The inclusion of a stochastic process, W_i(t_ij), in the model is important in describing short-term variability in an individual's latent CD4 count, η_itij, about their long-term trend given by X_i(t_ij)β + Z_i(t_ij)b_i, reflecting the degree of “derivative tracking”. If it is hypothesized that each individual's latent CD4 count, η_itij, follows a deterministic path over time, a model that assumes perfect derivative tracking (i.e., a standard linear mixed effects model in which W_i(t) = 0 for all t) would be appropriate. However, this would correspond to a situation in which immunologically weak (strong) patients continue on their initial fast (slow) rates of decline over long periods; for CD4 count trajectories, such an assumption seems untenable [14]. Taylor et al. [14] used an integrated Ornstein-Uhlenbeck (IOU) stochastic term, a mean-zero nonstationary Gaussian process with covariance function

$$cov(W(s),W(t))=\frac{{\sigma }_w^2}{2{\lambda }^3}[2\lambda min(s,t)+e^{-\lambda t}+e^{-\lambda s}-1-e^{-\lambda |t-s|}]$$

where ${\sigma }_w^2$ and λ determine the degree of derivative tracking. The IOU process is attractive because of its flexibility in accommodating a wide range of derivative tracking: small λ and small ${\sigma }_w^2$ result in nearly deterministic CD4 trajectories, while large values for both parameters give a process which is essentially memoryless with regard to the past rate of change [14]. The versatility of this model is further bolstered by the fact that scaled Brownian motion (cov(W(s), W(t)) = ϕs) is a special case of the IOU process achieved when λ → ∞ while ${\sigma }_w^2/{\lambda }^2=\phi$, a constant [13]. We used this model because of its flexibility and because Taylor et al. [14] had previously found it to be useful for modeling CD4 count trajectories using data from the MACS. Specifically, we considered Y₁ as the square root of CD4 count and, using a macro developed by Zhang et al. [15], found that the following model fit the data well:

$$Y_{1i}(t_{ij})={\beta }_0+{\beta }_1{t}_{ij}+b_{i0}+b_{i1}{t}_{ij}+W_i(t_{ij})+{\epsilon }_{1i{t}_{ij}}.$$ (1)

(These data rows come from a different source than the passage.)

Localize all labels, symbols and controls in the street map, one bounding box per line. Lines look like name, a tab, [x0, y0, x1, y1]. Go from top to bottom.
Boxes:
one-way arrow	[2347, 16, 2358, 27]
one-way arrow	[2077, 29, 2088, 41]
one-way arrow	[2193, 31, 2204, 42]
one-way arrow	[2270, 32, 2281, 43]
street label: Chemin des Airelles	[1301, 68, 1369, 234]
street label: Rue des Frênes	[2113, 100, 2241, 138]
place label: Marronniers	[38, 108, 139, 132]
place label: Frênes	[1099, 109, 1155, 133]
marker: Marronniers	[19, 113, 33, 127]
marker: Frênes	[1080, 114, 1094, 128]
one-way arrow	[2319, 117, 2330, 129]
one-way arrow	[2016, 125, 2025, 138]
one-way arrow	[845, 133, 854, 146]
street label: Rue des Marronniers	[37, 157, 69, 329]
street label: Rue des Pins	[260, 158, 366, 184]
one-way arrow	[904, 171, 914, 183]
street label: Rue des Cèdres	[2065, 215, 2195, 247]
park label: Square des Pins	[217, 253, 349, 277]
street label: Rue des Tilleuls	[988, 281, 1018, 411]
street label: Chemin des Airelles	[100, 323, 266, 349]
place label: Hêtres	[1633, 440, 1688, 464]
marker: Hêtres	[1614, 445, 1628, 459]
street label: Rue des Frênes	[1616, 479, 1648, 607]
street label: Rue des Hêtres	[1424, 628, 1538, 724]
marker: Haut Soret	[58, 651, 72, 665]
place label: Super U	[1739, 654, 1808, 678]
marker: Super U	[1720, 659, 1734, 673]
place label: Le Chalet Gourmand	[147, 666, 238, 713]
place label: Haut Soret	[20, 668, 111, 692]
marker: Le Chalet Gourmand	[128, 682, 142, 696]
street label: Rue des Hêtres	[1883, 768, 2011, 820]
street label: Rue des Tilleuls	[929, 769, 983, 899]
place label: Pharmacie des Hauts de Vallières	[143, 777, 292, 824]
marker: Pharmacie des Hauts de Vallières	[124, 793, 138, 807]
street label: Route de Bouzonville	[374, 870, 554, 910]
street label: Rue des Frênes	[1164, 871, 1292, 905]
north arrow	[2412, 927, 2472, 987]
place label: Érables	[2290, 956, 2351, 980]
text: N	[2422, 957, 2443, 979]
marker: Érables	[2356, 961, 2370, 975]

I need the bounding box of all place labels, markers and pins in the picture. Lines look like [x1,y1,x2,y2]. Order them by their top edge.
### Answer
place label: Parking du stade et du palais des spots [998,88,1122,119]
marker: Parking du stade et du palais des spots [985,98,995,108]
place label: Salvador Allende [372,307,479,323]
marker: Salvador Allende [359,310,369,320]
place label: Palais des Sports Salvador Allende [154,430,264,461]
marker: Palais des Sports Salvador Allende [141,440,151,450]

where W_i(t) is a scaled Brownian motion process such that $var[W(t)]={\sigma }_w^{2}t$. The parameter estimates from the fitted model are displayed in Table 1. Standard residual analyses and empirical semi-variogram analyses for longitudinal models (e.g., [16]) were used to assess the assumption of homogeneity of within-subject variance and the overall model for the covariance; they confirmed that this model fit the data well. In addition, in the next section, we show that the estimated marginal distribution of time to crossing the threshold of interest was similar to that observed in the MACS. Furthermore, we evaluated other transformations of CD4 counts which have been used in models of CD4 count trajectories in the literature, notably log [17] and fourth root [14], but found that these did not provide as good a fit. Nevertheless, it is useful to note here that when we conducted the simulation study described in the next section using either of these transformations, we found that the basic conclusions of our study were not sensitive to the choice of transformation for the response. Inclusion of a quadratic term in time also did not improve the fit of the model.

Table 1.

Estimates for the parameters in the model Y_1i(t_ij) = β₀ + β₁t_ij + b_i0 + b_i1t_ij + W_i(t_ij) + ε_1itij, where Y_1i is the square-root of CD4 count measured by the gold standard and t is the time (years) from first seropositive HIV test. In the MACS data used to fit this model, times ranged up to 5 years.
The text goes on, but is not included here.